╔══
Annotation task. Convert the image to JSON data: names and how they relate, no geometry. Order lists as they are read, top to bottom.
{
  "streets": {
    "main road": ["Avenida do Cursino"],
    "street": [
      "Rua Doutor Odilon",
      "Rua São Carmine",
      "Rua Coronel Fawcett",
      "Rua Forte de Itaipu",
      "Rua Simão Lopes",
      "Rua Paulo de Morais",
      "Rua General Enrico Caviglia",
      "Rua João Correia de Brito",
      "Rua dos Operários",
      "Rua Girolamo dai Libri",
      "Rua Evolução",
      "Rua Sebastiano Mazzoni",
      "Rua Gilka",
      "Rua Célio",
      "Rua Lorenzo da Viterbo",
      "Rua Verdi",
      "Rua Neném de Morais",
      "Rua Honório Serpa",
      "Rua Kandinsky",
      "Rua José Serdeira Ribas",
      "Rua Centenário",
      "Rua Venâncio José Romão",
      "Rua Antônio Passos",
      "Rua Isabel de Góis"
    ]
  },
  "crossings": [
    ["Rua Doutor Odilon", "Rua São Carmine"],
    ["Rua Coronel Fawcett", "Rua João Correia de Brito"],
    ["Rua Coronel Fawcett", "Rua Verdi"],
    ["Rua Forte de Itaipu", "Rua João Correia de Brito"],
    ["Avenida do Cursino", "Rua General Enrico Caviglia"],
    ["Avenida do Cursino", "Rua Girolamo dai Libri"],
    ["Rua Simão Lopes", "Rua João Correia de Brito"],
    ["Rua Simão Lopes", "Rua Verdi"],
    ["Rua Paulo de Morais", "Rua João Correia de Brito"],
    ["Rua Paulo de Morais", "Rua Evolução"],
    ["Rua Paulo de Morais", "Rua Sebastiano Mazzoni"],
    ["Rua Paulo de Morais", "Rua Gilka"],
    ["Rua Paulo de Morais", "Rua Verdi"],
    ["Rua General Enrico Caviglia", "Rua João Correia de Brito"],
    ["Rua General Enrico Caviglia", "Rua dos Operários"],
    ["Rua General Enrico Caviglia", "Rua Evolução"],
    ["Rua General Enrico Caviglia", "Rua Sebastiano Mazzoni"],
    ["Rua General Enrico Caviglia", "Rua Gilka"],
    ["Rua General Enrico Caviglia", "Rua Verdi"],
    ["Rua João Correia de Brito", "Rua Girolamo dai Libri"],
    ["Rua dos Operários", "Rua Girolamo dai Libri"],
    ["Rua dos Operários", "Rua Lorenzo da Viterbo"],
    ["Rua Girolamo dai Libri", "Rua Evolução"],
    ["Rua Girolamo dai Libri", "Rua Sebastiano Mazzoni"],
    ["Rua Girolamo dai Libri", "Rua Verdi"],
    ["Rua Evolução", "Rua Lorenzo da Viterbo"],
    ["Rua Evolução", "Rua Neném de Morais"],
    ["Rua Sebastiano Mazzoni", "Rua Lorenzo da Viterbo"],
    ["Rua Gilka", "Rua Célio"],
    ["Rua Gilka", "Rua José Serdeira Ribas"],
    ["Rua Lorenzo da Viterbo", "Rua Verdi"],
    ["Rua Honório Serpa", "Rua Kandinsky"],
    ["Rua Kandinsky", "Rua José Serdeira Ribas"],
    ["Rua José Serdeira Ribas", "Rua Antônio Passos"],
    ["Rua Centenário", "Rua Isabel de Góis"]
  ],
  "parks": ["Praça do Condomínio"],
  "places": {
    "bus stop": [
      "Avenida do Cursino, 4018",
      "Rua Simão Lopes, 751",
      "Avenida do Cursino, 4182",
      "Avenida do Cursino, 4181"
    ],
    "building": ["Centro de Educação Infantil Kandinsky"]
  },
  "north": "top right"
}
╚══
The full listing above should be retyped without any alteration.

Annotation task. Convert the image to JSON data: names and how they relate, no geometry. Order lists as they are read, top to bottom.
{
  "streets": {
    "main road": ["Avenida do Cursino"],
    "street": [
      "Rua Doutor Odilon",
      "Rua São Carmine",
      "Rua Coronel Fawcett",
      "Rua Forte de Itaipu",
      "Rua Simão Lopes",
      "Rua Paulo de Morais",
      "Rua General Enrico Caviglia",
      "Rua João Correia de Brito",
      "Rua dos Operários",
      "Rua Girolamo dai Libri",
      "Rua Evolução",
      "Rua Sebastiano Mazzoni",
      "Rua Gilka",
      "Rua Célio",
      "Rua Lorenzo da Viterbo",
      "Rua Verdi",
      "Rua Neném de Morais",
      "Rua Honório Serpa",
      "Rua Kandinsky",
      "Rua José Serdeira Ribas",
      "Rua Centenário",
      "Rua Venâncio José Romão",
      "Rua Antônio Passos",
      "Rua Isabel de Góis"
    ]
  },
  "crossings": [
    ["Rua Doutor Odilon", "Rua São Carmine"],
    ["Rua Coronel Fawcett", "Rua João Correia de Brito"],
    ["Rua Coronel Fawcett", "Rua Verdi"],
    ["Rua Forte de Itaipu", "Rua João Correia de Brito"],
    ["Avenida do Cursino", "Rua General Enrico Caviglia"],
    ["Avenida do Cursino", "Rua Girolamo dai Libri"],
    ["Rua Simão Lopes", "Rua João Correia de Brito"],
    ["Rua Simão Lopes", "Rua Verdi"],
    ["Rua Paulo de Morais", "Rua João Correia de Brito"],
    ["Rua Paulo de Morais", "Rua Evolução"],
    ["Rua Paulo de Morais", "Rua Sebastiano Mazzoni"],
    ["Rua Paulo de Morais", "Rua Gilka"],
    ["Rua Paulo de Morais", "Rua Verdi"],
    ["Rua General Enrico Caviglia", "Rua João Correia de Brito"],
    ["Rua General Enrico Caviglia", "Rua dos Operários"],
    ["Rua General Enrico Caviglia", "Rua Evolução"],
    ["Rua General Enrico Caviglia", "Rua Sebastiano Mazzoni"],
    ["Rua General Enrico Caviglia", "Rua Gilka"],
    ["Rua General Enrico Caviglia", "Rua Verdi"],
    ["Rua João Correia de Brito", "Rua Girolamo dai Libri"],
    ["Rua dos Operários", "Rua Girolamo dai Libri"],
    ["Rua dos Operários", "Rua Lorenzo da Viterbo"],
    ["Rua Girolamo dai Libri", "Rua Evolução"],
    ["Rua Girolamo dai Libri", "Rua Sebastiano Mazzoni"],
    ["Rua Girolamo dai Libri", "Rua Verdi"],
    ["Rua Evolução", "Rua Lorenzo da Viterbo"],
    ["Rua Evolução", "Rua Neném de Morais"],
    ["Rua Sebastiano Mazzoni", "Rua Lorenzo da Viterbo"],
    ["Rua Gilka", "Rua Célio"],
    ["Rua Gilka", "Rua José Serdeira Ribas"],
    ["Rua Lorenzo da Viterbo", "Rua Verdi"],
    ["Rua Honório Serpa", "Rua Kandinsky"],
    ["Rua Kandinsky", "Rua José Serdeira Ribas"],
    ["Rua José Serdeira Ribas", "Rua Antônio Passos"],
    ["Rua Centenário", "Rua Isabel de Góis"]
  ],
  "parks": ["Praça do Condomínio"],
  "places": {
    "bus stop": [
      "Avenida do Cursino, 4018",
      "Rua Simão Lopes, 751",
      "Avenida do Cursino, 4182",
      "Avenida do Cursino, 4181"
    ],
    "building": ["Centro de Educação Infantil Kandinsky"]
  },
  "north": "top right"
}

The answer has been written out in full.